Very informative article from The Atlantic. TL;DR:
- The spread of the virus obeys the Pareto principle: something like 80% of the contaminations comes from 20% of the infected. In other words, if in average one infected person contaminates x other people, that x is the average between many 0s and a few big numbers. In other words, the virus spreads in clusters.
- Such dispersion seems to be the result of properties of events rather than properties of the infected people themselves (we talk about super-spreaders when we should talk about super-spreading events). Events to avoid are described by the 3 C's: Crowds in Closed spaces in Close contact.
- Backward tracing is preferable to forward tracing. Forward tracing won't yield interesting findings in most cases because an infected person is unlikely to contaminate someone else.
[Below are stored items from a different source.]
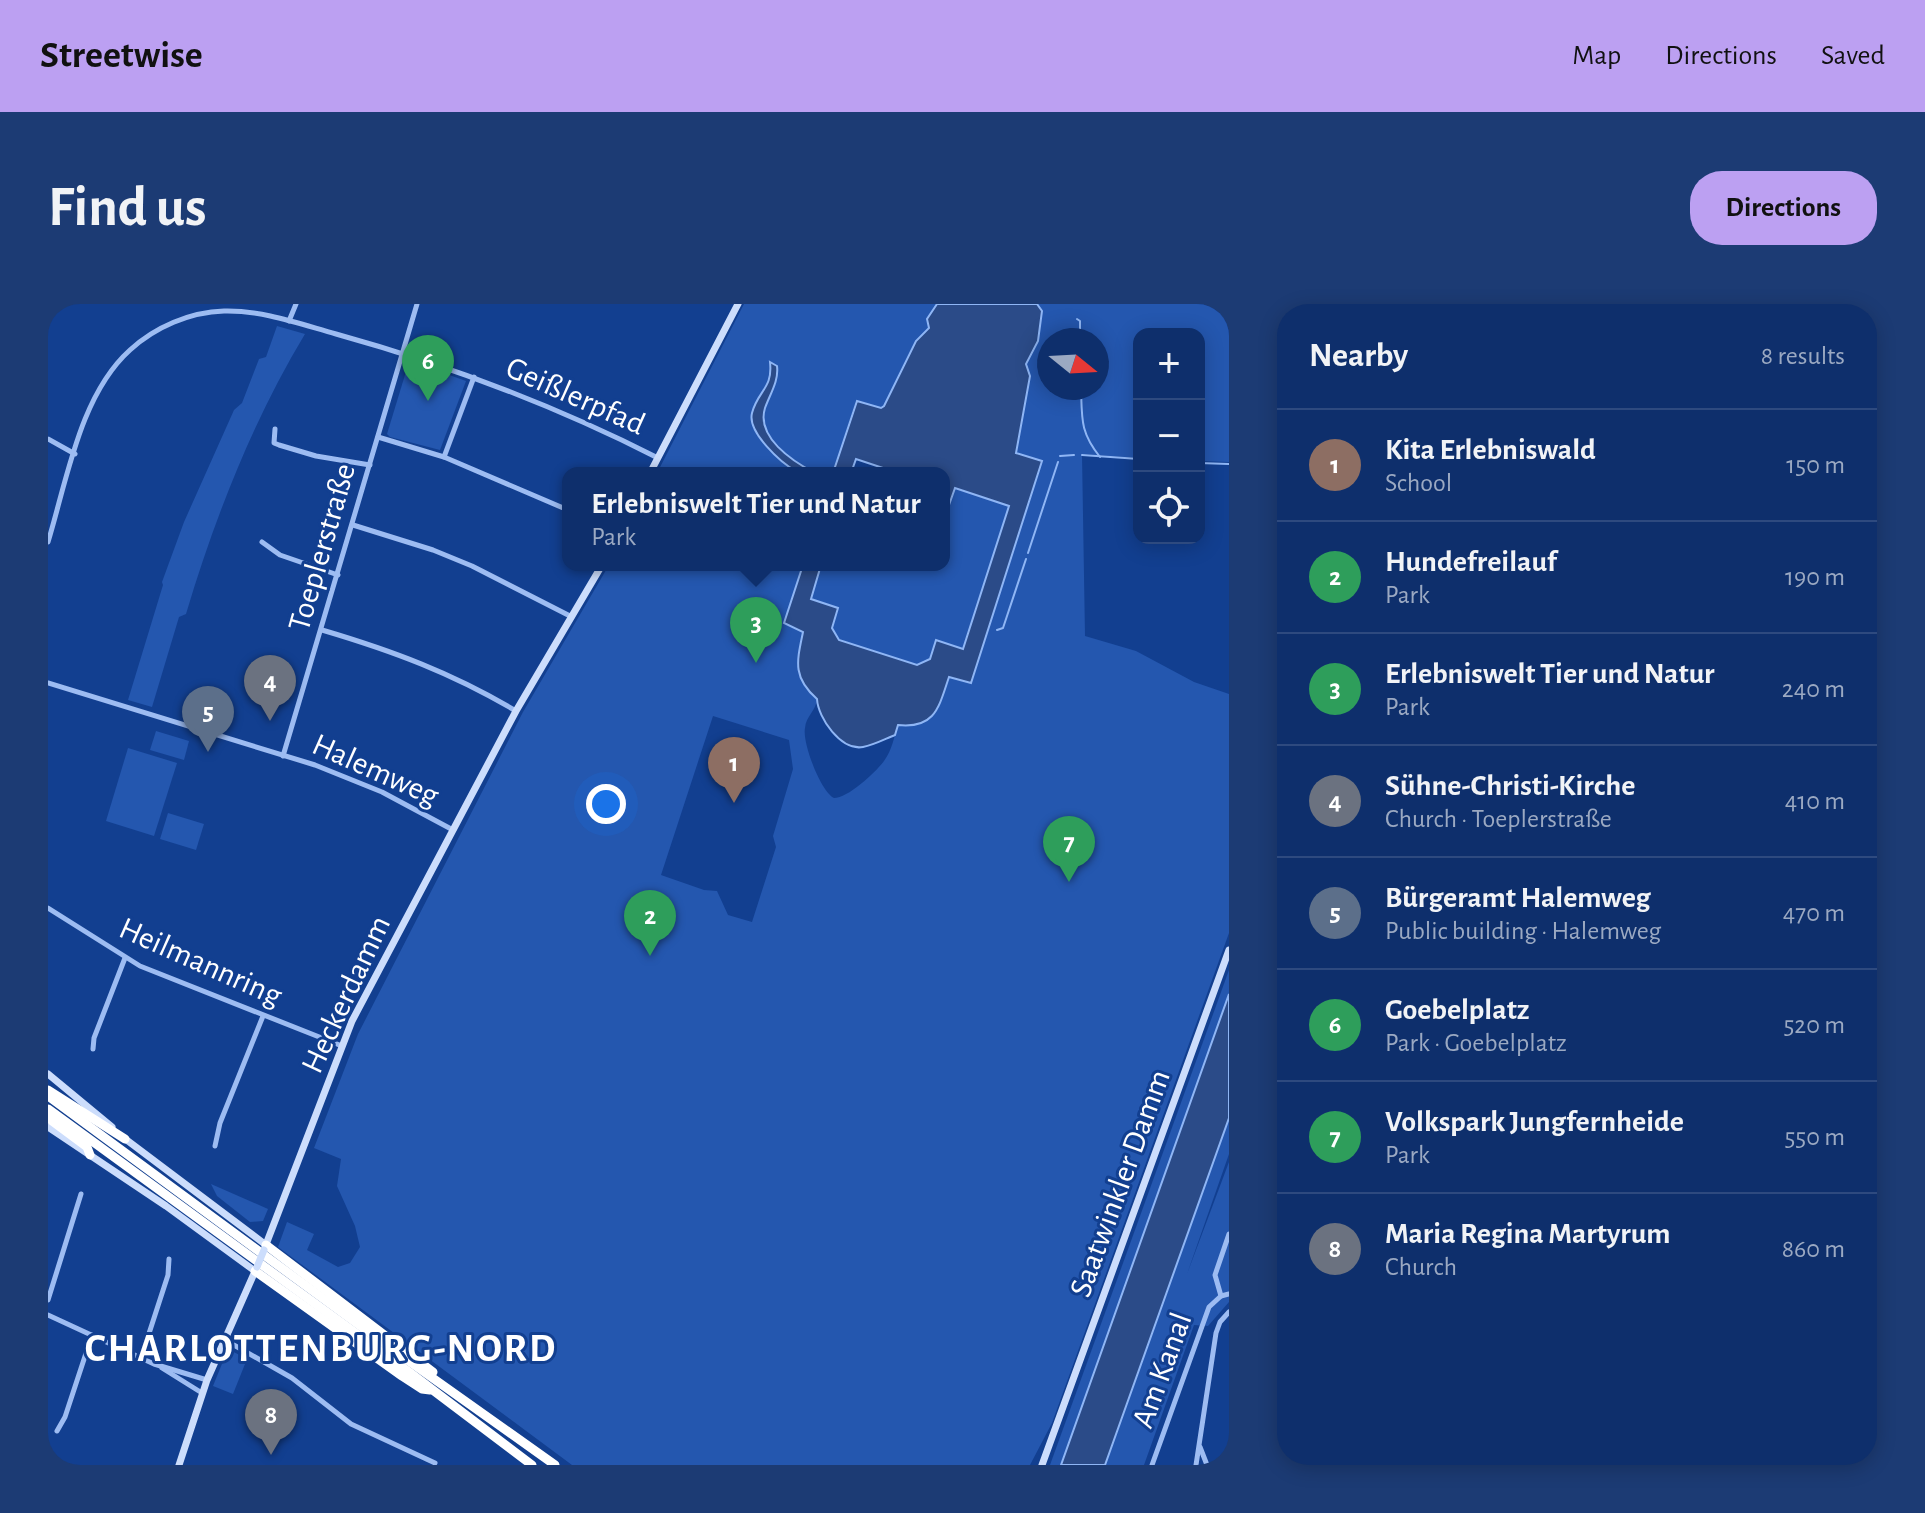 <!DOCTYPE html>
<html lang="en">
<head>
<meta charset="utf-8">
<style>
  :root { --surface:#0e2f6c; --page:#1c3b74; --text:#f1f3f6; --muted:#9ba9c2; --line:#2e4a7f; --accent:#bca0f2 }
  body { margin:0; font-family:"Alegreya Sans",sans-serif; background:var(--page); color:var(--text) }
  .controls { position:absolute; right:24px; top:24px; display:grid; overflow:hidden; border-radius:16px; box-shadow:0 4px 20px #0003 }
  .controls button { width:72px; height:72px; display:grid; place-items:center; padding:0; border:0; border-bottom:2px solid var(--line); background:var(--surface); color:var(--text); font:40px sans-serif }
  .compass { position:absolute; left:989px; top:24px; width:72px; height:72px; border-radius:50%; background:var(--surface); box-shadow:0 4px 20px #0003; rotate:108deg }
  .you { position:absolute; left:558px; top:500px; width:28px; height:28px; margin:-20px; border:6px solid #fff; border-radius:50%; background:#1a73e8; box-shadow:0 0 0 12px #1a73e833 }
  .badge { display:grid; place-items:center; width:52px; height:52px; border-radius:50%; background:var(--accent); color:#fff; font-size:26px; font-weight:700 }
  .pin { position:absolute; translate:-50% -66px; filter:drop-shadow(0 2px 4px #0008) }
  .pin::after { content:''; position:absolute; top:42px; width:28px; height:24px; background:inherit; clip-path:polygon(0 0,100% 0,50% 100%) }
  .popup { position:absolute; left:514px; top:163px; width:388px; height:104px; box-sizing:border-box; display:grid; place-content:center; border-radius:16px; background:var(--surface); filter:drop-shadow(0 2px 6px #0005); font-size:26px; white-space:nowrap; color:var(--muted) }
  .popup b { font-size:30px; color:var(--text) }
  .popup::after { content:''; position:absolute; left:50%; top:100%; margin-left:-16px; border:16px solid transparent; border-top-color:var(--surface) }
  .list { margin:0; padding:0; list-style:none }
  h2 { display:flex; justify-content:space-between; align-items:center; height:104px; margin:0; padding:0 32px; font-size:34px }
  h2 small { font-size:26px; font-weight:400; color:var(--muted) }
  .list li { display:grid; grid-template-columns:52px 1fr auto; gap:24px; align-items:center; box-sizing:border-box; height:112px; padding:0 32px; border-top:2px solid var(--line) }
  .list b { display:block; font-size:30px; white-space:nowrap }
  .list p { margin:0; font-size:26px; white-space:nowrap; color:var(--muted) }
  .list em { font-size:26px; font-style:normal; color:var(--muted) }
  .icon { flex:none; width:44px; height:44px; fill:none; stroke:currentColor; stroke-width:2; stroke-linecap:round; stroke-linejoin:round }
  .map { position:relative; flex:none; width:1181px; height:1161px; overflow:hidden; border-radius:32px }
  header { display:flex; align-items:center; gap:48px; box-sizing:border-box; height:112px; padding:0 40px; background:var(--accent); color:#111 }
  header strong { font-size:38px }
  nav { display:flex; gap:44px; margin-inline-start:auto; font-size:28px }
  .intro { display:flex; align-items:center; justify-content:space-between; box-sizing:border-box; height:192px; padding:0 48px }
  h1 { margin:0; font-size:56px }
  .button { padding:20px 36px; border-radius:32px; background:var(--accent); color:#111; font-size:28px; font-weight:700 }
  main { display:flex; gap:48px; padding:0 48px }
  aside { flex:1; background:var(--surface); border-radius:32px; box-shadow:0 4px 20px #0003 }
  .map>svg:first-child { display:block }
  .green { fill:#2457af; fill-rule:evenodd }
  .water { fill:#2b4b88; stroke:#8fb6f5; stroke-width:2 }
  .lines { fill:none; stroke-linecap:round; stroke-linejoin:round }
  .stream { stroke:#8fb6f5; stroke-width:2 }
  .street { stroke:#9dbcf2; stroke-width:5 }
  .secondary { stroke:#ccddfc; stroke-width:7 }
  .highway { stroke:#fff; stroke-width:9 }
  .secondary-bridge { stroke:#ccddfc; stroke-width:7 }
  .labels { text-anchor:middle; stroke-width:6; stroke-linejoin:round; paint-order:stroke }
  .street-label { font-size:32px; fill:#fff; stroke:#123f90 }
  .district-label { font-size:40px; font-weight:bold; letter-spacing:2px; fill:#fff; stroke:#123f90 }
</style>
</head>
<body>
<header>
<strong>Streetwise</strong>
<nav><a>Map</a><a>Directions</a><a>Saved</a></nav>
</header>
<div class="intro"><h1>Find us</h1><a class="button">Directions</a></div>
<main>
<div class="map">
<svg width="1181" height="1161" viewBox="0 0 1181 1161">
  <rect width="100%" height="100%" fill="#123f90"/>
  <g class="green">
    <path d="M 696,0 L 889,0 L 879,15 L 881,24 L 868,37 L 836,102 L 833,104 L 808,97 L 785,169 L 762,167 L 738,150 L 718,128 L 716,106 L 730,71 L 723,64 C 725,78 714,86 709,99 C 707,103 704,113 704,118 C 705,135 739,161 752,169 L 609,169 Z"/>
    <path d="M 989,0 L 1181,0 L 1181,158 L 1151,157 L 1151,30 L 1091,30 L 1091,154 L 1034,150 L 1037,332 L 1088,347 L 1146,378 L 1181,390 L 1181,629 L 1004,1119 L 982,1161 L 524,1161 L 230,943 L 239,918 L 266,930 L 259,946 L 290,963 L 302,959 L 312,943 L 307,922 L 289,882 L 293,855 L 266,844 L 310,730 L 475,408 L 561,261 L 755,261 L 736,319 L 755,328 C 748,355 746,375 769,395 C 768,407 758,412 757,424 C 754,439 773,488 786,494 C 800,494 827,469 836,457 C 844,446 846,433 850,421 L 890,405 L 901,372 L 922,379 L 993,157 L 968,150 L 981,69 L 978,60 C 985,41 999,22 989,0 ZM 1001,36 L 1049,36 L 1049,84 L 1001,84 ZM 665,412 L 741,436 L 745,465 L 725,532 L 728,543 L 704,618 L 680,611 L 669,587 L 656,586 L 613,571 Z"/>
    <path d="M 229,22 L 257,30 C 205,116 167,213 138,310 L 131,313 L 104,403 L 80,396 L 115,281 L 114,278 L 136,218 L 186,106 L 194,99 L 211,55 L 218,53 Z"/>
    <path d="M 365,58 L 418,77 L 392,146 L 342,133 L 339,130 L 360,61 Z"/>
    <path d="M 906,184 L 961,202 L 915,345 L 869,361 L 791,336 L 762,295 L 773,261 L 896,261 L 896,199 L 901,200 Z"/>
    <path d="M 108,427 L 141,437 L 136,456 L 102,446 Z"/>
    <path d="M 80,444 L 129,459 L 106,532 L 58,517 Z"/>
    <path d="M 120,509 L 156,520 L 148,546 L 112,535 Z"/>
    <path d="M 1181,666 L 1181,690 L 1013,1161 L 1002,1161 Z"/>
    <path d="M 1181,814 L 1181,850 L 1139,970 L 1181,858 L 1181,998 L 1160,1022 L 1146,1021 L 1096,1161 L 1057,1161 Z"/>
    <path d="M 163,880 L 220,905 L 215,917 L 202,918 L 169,892 Z"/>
    <path d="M 180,1045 L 199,1055 L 185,1090 L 165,1082 Z"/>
  </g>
  <g class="water">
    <path d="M 889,0 L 989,0 L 994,7 L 990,37 L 978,60 L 982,72 L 968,149 L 994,157 L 923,379 L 901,373 C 891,402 888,425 850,421 L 847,431 C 837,435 826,441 815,443 C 793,447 770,414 769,395 C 744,373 749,357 755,328 L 736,319 L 755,261 L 773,261 L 763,295 L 790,304 L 784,324 L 791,336 L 869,361 L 882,355 L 888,336 L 915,345 L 961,202 L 907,184 L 901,201 L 896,199 L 896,169 L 835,169 L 835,164 L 808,155 L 803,169 L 785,169 L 809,97 L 833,104 L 836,102 L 868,37 L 881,24 L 879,15 Z"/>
    <path d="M 722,58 L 729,62 C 731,77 722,90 717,104 C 708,133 744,157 767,169 C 760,169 754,170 748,167 C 733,159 699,128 704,109 C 710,86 725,85 722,58 Z"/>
    <path d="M 1181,690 L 1181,814 L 1057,1161 L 1013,1161 Z"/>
  </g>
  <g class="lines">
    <g class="stream">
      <path d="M 1029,15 L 1032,17 L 1032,36"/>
      <path d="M 1033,84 C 1034,115 1032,128 1052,153"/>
      <path d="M 1034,151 L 1091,155"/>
      <path d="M 1012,152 L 1026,151"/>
      <path d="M 1151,159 L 1181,160"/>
      <path d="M 980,249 L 1010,158"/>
      <path d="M 949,326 L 955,324 L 978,255"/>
    </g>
    <g class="street">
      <path d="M 241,17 L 248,0"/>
      <path d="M 227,125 L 226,139 L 231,141 L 268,152 L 322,161"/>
      <path d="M 330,133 L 396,153 L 520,206"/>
      <path d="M 0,135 L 27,150"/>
      <path d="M 396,153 L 426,73"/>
      <path d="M 305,221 L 385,246 L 424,262 L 524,313"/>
      <path d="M 0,238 C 19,176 32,91 82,46 C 107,23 142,8 176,7 C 214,6 252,20 288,30 C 400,61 506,101 610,154"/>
      <path d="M 214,238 L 232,251 L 290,271"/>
      <path d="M 274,326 C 345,347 404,369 468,407"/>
      <path d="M 0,379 L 267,461 L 334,488 L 405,526"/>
      <path d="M 235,452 L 369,0"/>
      <path d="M 0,604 L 92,662 L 294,742"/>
      <path d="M 45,745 L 46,734 L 77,654"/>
      <path d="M 167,842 L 172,819 L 215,712"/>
      <path d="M 1173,992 L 1167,971 L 1181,930"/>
      <path d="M 0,996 L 33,890"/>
      <path d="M 0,1011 L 106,1060 L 159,1076"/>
      <path d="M 177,1036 L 244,1074 L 303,1120 L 387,1159"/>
      <path d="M 93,1054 L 120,971 L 121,955"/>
      <path d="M 114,1064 L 154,1089"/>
      <path d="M 9,1127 L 17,1113 L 44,1031"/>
      <path d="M 1152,1143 L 1159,1161"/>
      <path d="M 1104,1161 L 1161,1003 L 1173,992 L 1181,990"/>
      <path d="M 1148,1161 L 1168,1029 L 1172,1018 L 1181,1008"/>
    </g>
    <g class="secondary">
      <path d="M 602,169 L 690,0"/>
      <path d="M 0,770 L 64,823"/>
      <path d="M 0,823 L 118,902 L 207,967"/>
      <path d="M 76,834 L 218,941"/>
      <path d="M 217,943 L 304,717 L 468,407 L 554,261"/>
      <path d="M 131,1161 L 159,1076 L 208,965"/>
      <path d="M 994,1161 L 1181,646"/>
    </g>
    <g class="highway">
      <path d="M 0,786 L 77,835"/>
      <path d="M 0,792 L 341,1043 L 507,1161"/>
      <path d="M 0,805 L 361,1068 L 484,1161"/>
      <path d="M 0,814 L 39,843 L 42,851"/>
      <path d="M 218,941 L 385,1068"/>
      <path d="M 207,967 L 354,1072 L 374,1085 L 382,1086"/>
    </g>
    <path class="secondary-bridge" d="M 209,963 L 216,946"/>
  </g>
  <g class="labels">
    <g class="street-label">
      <text transform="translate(528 91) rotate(24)" y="11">Geißlerpfad</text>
      <text transform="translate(273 243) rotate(-74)" y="11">Toeplerstraße</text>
      <text transform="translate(328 465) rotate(24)" y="11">Halemweg</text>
      <text transform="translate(153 657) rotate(24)" y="11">Heilmannring</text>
      <text transform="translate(297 690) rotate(-65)" y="11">Heckerdamm</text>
      <text transform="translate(1071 879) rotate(-70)" y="11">Saatwinkler Damm</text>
      <text transform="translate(1113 1066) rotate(-70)" y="11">Am Kanal</text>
    </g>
    <g class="district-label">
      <text x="273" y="1057">CHARLOTTENBURG-NORD</text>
    </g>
  </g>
</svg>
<div class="controls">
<button>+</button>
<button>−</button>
<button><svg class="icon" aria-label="locate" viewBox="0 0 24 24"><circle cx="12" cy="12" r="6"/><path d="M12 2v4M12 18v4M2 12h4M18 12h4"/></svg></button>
</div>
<svg class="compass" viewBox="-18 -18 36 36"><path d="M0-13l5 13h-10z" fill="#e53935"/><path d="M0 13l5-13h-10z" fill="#9ba9c2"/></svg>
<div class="you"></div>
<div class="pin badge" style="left:686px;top:499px;background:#8d6e63">1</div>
<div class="pin badge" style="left:602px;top:652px;background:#2e9e5b">2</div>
<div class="pin badge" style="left:708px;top:359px;background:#2e9e5b">3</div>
<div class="popup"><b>Erlebniswelt Tier und Natur</b>Park</div>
<div class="pin badge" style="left:222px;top:417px;background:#6b7280">4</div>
<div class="pin badge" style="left:160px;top:448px;background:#5c6f8a">5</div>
<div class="pin badge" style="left:380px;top:97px;background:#2e9e5b">6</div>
<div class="pin badge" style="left:1021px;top:578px;background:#2e9e5b">7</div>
<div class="pin badge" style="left:223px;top:1151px;background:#6b7280">8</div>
</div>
<aside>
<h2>Nearby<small>8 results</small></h2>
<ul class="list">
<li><span class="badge" style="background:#8d6e63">1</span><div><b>Kita Erlebniswald</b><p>School</p></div><em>150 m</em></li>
<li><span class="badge" style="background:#2e9e5b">2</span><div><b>Hundefreilauf</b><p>Park</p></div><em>190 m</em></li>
<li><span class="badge" style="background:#2e9e5b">3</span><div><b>Erlebniswelt Tier und Natur</b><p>Park</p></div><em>240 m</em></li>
<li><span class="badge" style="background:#6b7280">4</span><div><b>Sühne-Christi-Kirche</b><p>Church · Toeplerstraße</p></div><em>410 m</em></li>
<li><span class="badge" style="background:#5c6f8a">5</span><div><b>Bürgeramt Halemweg</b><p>Public building · Halemweg</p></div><em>470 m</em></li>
<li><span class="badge" style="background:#2e9e5b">6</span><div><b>Goebelplatz</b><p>Park · Goebelplatz</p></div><em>520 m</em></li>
<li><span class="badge" style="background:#2e9e5b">7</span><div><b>Volkspark Jungfernheide</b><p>Park</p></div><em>550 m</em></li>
<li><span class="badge" style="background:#6b7280">8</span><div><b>Maria Regina Martyrum</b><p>Church</p></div><em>860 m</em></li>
</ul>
</aside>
</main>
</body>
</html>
Backward tracing is crucial to identify clusters because an infected person likely belongs to a cluster.
- Unreliable tests are valuable, as long as they yield no false positives (false negatives are okay). If there is a suspicion of cluster, then everyone needs to be tested cheaply and rapidly. If there is anyone who got the virus, then odds are that many other people got it too. So the test only needs to find a single one of them to raise the alert (some false negatives are okay). However, the test should not yield false positives (or it will raise alerts everytime).
- Japan understood all of this in February 2020 and contained the virus without any lockdown despite having some of the densest cities in the world.
- Many of the regions most critically hit by the virus around the world might simply be bad luck of having had a big cluster in this specific region.